● **INSTRUCTIONS FOR THE TASK**:
Your answer needs to include each line of the records in which the string "popup" can be found.

--- EXERCISE MATERIAL ---

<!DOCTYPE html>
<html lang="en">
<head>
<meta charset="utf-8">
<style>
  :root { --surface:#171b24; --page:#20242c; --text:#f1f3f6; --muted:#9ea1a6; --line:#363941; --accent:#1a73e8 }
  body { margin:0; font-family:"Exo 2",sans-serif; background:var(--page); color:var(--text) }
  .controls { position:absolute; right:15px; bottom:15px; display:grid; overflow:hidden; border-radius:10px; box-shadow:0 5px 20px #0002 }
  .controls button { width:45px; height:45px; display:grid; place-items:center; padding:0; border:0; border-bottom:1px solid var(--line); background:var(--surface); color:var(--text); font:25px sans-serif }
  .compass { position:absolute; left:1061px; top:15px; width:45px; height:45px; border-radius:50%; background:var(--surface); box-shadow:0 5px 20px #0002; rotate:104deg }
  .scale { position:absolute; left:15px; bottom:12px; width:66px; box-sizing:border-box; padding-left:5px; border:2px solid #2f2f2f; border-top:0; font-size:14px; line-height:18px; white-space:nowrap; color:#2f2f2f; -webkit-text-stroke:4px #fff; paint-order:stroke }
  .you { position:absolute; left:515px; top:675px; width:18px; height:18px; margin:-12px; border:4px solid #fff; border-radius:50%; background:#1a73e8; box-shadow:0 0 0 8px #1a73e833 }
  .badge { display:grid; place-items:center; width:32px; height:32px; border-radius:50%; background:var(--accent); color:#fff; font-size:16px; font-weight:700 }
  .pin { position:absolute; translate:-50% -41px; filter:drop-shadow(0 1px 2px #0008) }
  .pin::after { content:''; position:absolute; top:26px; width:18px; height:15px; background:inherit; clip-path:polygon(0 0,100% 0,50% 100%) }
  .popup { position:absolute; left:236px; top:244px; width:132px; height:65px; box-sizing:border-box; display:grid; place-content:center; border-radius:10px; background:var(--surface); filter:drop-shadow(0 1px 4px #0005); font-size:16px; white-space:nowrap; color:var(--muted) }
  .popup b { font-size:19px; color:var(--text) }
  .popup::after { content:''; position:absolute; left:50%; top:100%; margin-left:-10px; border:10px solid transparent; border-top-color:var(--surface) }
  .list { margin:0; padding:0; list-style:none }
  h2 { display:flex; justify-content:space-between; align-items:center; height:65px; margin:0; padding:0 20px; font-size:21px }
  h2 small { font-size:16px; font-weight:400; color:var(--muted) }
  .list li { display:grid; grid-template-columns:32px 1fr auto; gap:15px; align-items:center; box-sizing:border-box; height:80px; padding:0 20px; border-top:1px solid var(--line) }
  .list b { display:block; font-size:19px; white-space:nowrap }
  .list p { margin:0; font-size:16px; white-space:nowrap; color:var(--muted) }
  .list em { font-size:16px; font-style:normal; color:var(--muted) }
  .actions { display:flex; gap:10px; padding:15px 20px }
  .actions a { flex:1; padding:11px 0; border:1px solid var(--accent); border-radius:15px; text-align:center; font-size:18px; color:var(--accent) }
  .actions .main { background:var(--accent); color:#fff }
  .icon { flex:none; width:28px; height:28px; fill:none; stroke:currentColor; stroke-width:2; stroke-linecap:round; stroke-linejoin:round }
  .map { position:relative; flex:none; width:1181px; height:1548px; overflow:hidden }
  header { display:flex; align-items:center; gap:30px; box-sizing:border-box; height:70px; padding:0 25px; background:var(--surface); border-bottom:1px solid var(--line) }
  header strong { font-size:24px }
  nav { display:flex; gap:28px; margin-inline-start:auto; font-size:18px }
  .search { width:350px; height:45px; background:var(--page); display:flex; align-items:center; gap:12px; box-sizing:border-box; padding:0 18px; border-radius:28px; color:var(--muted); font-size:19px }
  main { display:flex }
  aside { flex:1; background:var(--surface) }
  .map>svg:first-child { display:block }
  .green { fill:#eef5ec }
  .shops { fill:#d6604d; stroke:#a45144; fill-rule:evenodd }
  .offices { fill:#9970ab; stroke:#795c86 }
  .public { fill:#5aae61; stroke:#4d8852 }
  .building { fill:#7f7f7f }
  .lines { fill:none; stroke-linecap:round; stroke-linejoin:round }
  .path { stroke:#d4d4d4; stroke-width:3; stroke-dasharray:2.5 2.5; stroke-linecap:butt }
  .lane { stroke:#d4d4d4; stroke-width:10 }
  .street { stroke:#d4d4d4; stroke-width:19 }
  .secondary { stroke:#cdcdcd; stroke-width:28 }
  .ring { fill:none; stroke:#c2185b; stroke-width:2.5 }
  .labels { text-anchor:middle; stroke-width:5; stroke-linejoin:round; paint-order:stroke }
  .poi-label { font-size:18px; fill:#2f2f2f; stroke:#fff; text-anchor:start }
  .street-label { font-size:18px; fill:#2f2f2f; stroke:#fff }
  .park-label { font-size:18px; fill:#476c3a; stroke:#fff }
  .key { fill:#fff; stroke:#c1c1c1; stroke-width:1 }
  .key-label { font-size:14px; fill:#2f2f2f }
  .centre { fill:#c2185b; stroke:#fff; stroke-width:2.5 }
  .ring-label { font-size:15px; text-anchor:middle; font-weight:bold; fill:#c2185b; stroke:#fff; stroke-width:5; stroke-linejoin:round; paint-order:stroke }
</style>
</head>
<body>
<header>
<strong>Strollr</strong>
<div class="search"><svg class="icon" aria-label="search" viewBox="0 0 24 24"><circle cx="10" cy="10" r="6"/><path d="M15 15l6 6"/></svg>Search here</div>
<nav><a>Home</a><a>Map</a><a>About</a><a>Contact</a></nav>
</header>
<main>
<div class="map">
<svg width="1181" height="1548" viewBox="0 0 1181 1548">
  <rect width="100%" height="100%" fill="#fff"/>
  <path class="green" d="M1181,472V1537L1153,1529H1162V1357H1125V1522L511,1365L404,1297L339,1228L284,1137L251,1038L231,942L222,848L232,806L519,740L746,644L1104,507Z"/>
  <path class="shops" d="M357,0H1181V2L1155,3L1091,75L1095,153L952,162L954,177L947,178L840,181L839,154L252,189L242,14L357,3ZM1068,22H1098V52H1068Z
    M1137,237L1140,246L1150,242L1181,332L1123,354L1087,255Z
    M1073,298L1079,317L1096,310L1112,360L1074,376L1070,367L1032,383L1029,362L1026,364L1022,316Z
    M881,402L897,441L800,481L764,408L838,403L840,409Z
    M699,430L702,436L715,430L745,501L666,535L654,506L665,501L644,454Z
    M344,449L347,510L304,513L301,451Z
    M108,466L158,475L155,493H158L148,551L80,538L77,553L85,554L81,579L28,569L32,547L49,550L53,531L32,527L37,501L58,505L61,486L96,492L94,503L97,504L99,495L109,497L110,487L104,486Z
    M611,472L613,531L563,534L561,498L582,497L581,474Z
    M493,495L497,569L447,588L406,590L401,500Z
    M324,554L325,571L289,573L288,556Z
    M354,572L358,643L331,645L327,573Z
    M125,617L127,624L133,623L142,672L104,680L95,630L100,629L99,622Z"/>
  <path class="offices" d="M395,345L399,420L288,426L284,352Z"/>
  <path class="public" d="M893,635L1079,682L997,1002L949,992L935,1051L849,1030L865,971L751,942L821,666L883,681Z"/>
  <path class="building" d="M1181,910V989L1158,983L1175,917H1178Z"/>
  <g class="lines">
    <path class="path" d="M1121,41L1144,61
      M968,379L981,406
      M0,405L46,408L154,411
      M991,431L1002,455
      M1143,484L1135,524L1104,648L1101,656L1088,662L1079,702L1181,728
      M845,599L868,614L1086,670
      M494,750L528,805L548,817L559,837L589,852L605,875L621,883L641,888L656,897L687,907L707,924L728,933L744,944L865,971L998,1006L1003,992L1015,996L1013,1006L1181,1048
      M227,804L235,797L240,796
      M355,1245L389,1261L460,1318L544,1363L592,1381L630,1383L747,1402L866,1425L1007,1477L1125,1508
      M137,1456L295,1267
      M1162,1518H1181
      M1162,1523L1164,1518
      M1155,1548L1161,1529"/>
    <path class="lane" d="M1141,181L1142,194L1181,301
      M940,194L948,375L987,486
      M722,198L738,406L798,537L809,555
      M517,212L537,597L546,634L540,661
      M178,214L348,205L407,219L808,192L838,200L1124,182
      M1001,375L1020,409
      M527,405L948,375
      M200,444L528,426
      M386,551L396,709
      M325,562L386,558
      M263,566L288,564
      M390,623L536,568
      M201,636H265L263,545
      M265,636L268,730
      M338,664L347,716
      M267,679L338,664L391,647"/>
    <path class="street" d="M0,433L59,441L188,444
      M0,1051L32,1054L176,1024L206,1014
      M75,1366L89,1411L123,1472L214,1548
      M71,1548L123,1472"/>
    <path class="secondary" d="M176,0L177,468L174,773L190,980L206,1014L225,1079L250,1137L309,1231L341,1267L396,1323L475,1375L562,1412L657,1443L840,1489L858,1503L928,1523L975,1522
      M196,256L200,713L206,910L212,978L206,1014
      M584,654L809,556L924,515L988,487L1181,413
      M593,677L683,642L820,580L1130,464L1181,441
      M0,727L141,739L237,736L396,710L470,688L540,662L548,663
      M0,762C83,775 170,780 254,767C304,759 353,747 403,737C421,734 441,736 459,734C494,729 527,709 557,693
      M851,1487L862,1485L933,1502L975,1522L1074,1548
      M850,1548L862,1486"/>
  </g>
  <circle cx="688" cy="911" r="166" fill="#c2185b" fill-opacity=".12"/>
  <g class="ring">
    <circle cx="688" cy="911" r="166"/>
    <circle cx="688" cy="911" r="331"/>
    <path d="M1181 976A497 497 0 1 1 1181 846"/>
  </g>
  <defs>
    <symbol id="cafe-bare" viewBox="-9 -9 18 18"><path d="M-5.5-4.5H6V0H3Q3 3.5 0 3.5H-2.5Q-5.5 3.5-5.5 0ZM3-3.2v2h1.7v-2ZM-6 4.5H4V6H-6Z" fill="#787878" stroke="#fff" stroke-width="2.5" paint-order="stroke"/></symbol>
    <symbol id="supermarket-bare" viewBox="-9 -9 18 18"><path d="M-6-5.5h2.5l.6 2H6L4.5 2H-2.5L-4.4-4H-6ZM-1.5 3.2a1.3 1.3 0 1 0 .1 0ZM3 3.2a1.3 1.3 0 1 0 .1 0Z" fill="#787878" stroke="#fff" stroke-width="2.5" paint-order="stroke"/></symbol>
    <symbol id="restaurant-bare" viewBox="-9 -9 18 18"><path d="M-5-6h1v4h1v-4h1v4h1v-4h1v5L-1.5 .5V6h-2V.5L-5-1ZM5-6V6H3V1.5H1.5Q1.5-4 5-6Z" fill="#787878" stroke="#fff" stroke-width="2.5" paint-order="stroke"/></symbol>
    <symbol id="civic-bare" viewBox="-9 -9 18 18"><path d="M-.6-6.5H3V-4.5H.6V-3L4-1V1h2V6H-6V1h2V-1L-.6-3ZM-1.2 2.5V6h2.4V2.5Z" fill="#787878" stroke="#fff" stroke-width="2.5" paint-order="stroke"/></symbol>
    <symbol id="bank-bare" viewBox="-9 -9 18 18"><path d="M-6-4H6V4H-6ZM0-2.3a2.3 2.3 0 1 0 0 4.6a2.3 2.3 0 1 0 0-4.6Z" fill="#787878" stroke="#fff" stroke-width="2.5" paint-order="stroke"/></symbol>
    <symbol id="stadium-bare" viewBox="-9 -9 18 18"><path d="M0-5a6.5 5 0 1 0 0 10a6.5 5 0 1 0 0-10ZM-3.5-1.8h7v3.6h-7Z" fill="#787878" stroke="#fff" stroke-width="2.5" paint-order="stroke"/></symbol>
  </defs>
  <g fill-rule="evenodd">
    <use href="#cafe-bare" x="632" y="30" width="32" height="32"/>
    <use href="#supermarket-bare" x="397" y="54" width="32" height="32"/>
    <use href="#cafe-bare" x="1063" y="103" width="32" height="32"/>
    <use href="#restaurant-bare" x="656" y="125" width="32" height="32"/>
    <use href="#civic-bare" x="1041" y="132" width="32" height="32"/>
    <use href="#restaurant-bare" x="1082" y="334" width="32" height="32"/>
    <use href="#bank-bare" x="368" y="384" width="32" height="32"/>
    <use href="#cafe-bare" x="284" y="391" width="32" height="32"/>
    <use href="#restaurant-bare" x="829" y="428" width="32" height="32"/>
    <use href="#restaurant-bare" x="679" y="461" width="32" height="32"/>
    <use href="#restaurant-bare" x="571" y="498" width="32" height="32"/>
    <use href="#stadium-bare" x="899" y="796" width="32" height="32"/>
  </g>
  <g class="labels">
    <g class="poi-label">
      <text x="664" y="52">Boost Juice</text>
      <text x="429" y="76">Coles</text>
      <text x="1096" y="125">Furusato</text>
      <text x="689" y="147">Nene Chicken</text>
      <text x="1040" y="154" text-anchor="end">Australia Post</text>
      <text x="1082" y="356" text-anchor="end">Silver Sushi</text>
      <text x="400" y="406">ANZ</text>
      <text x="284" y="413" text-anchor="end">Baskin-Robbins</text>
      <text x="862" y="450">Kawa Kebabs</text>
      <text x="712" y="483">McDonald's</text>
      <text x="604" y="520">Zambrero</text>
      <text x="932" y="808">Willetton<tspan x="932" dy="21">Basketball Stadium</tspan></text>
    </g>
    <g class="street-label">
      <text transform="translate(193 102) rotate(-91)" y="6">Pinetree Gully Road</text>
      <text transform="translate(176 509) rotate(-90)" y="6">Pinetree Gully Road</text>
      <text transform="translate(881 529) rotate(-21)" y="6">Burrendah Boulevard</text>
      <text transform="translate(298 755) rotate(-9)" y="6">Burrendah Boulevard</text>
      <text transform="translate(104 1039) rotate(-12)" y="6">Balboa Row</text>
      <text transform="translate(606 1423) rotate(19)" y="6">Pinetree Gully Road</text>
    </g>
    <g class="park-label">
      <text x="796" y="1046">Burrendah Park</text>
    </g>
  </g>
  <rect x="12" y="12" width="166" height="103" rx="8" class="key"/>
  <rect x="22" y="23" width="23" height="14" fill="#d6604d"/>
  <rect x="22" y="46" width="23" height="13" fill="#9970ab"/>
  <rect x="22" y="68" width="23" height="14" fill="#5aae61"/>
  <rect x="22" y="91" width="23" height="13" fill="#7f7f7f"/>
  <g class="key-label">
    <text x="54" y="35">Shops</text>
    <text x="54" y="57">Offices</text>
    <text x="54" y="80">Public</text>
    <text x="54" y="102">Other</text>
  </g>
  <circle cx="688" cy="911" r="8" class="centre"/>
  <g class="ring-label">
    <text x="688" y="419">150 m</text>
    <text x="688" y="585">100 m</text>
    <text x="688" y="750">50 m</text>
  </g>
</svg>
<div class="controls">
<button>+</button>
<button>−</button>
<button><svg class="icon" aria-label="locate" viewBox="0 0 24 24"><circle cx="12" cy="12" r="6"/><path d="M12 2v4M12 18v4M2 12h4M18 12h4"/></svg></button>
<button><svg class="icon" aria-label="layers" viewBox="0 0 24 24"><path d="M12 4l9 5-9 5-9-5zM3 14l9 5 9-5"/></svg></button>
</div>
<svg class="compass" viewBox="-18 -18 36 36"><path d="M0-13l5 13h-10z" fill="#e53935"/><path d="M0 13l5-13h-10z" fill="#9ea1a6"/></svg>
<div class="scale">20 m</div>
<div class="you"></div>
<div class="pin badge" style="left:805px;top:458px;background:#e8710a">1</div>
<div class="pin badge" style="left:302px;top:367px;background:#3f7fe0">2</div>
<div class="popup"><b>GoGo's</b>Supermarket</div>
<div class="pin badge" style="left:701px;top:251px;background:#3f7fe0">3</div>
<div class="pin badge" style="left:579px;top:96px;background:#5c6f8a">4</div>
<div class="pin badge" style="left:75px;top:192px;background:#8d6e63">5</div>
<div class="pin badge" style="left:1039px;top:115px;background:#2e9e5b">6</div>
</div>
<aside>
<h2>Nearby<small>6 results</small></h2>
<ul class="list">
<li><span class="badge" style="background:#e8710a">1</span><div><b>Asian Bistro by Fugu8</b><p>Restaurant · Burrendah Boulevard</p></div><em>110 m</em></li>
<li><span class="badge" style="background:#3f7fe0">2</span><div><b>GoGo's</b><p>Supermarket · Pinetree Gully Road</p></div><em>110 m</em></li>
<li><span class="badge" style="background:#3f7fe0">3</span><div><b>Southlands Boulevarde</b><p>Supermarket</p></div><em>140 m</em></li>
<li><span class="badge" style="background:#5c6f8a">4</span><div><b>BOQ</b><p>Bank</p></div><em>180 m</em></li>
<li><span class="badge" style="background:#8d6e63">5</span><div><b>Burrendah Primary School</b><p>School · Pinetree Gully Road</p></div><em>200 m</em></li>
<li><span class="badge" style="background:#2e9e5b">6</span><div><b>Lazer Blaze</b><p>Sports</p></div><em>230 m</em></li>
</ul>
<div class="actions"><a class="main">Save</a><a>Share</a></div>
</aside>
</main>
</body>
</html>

---

● **RESPONSE TO THE EXERCISE**:
  .popup { position:absolute; left:236px; top:244px; width:132px; height:65px; box-sizing:border-box; display:grid; place-content:center; border-radius:10px; background:var(--surface); filter:drop-shadow(0 1px 4px #0005); font-size:16px; white-space:nowrap; color:var(--muted) }
  .popup b { font-size:19px; color:var(--text) }
  .popup::after { content:''; position:absolute; left:50%; top:100%; margin-left:-10px; border:10px solid transparent; border-top-color:var(--surface) }
<div class="popup"><b>GoGo's</b>Supermarket</div>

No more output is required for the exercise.